You may have seen on the news a few months ago, the devastating floods in south Louisiana. For days I was speechless as I watched the water rise. My family was safe, but for thousand of our friends and neighbors the water rose so quickly there was no way out. Hundreds of volunteers from parishes (county for you non Louisiana folks) all around the state rushed to cajun country with their own personal boats to rescue those who were trapped. So many responded they were dubbed “The Cajun Navy”.
The waters have now receded and the Navy has returned to their homes. Now millions are left to sort through soaking wet family photos. To rip the sheetrock from their walls. To rebuild.
Relief came for those in South Louisiana in the form of a volunteer rescue boat and a warm meal. Development will now come as these people return to work. As they rebuild their homes, their roads, their lives.
A crisis creates an immediate need. Relief for that need most often has to be met by someone outside of the crisis. The need is met. For future life to exist on it’s own, in a healthy manner, development must now occur. Development is most often led by locals and people from within the community.
Relief is good but for too long, it can create dependency on the part of those being helped and exhaustion on the part of those helping. True development will create independence and sustainability.
So all of this relief and development talk, what does it have to do with Numana… where does Numana fit into the equation? One or the other. Relief or development? It’s BOTH!

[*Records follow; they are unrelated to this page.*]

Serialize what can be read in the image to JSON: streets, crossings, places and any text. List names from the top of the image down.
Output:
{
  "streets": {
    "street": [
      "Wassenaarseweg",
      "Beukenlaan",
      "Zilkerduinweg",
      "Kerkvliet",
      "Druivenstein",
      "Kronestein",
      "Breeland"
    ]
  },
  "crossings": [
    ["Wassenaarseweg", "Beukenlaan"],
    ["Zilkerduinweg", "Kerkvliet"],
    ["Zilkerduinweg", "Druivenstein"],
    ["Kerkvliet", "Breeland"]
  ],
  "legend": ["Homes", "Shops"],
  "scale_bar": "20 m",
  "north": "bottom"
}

In Africa, Numana was able to respond to the immediate needs during the Ebola crisis by providing food for the villagers who weren’t able to work due to sickness, as well as the relief workers. That is relief. At the exact same time, we were sending meals to our partners at Africa New Life. There, the meals were used to feed people at schools and orphanages. These meals will allow students to focus while in school. At Africa New Life they are planting farms and learning what it looks like to create a self-sustaining community. This is long term development.
Currently in Haiti relief work is still happening from the effects of Hurricane Matthew. Crops were destroyed and there is little fresh water. Over 570,000 meals have already been shipped there to assist. This is relief. At the same time, Numana and our Haitian partners, Mission of Hope and HaitiOne are working together to plan a new farm to table program which will allow the sourcing of food from local Haitian farmers. This is long term development.
In the near future, we are going to give you the opportunity to be a part of some relief work and some exciting new development work. We encourage you to think about the differences and similarities in the two and prepare to engage yourself with these topics. Your engagement can literally be a life changer for someone!